I'm curiose about your assertion that Haskell was "designed" for type
system experiments. According to a paper I read recently, Haskell was
actually designed to be a single, standardised functional language
suitable for teaching. The fact that there are a lot of type system
experiments is an unexpected accident, "probably due to Haskell already
having type classes". Or so the paper says anyway...

> Anyway, existential types (and higher-rank polymorphism), along with
> multi-parameter type classes, some kind of resolution to the "MPTC
> dliemma" -- so functional dependencies or associated types or
> something similar -- and perhaps GADTs are really the only large type
> system extensions likely to make it into Haskell-prime. They're really
> more part of the Haskell language than extensions now, so well-used
> are they.

In my book, if it's difficult to explain what a feature even *does*, you
have to wonder if that feature is really necessary...

MPTCs are a simple enough extension to the existing type system -
instead of 1 type, you can have several. I can think of an immediate
application for this:

class Convertable a b where
convert :: a -> b

(I doubt I'm the first to hit upon this one.)

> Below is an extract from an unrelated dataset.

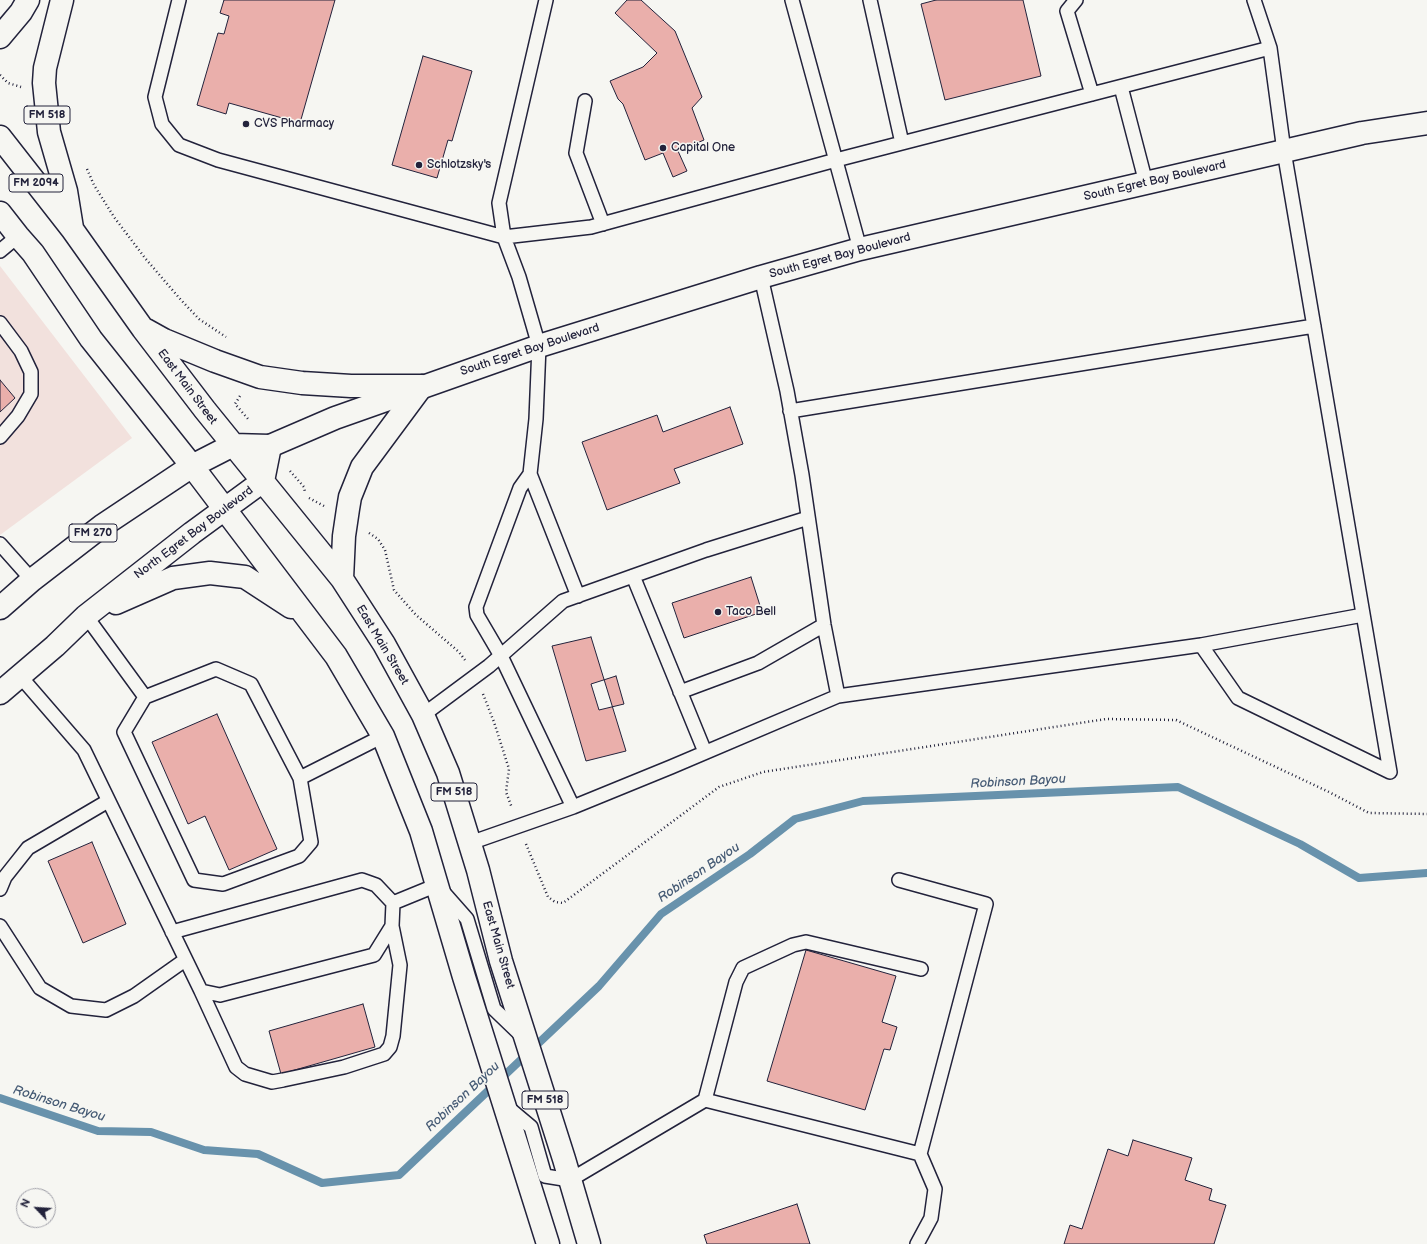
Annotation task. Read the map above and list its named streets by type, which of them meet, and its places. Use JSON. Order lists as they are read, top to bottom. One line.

Associated types look very interesting, useful and intuitive. I *swear*
I read somewhere that they're in GHC 6.6.1... but apparently I'm
mistaken. :-( This is probably *the* only extension I actually want to
see in Haskell-Prime.

Apart from that, we have GADTs (um... why?), rank-N polymorphism (er...
what?), functional dependencies (I don't get it), overlapping instances
(why?), impredictive exceptions (again, I can't even comprehend what
this *is*)... the list just goes on and on!

If there's a simple, comprehensible language extension that solves a big
class of problems, sure, knock yourself out! But this just seems like
every time somebody finds a small problem it's like "hey, let's invent a
whole new branch of type theory just to solve this particular edge case..."

Hmm. I'm ranting...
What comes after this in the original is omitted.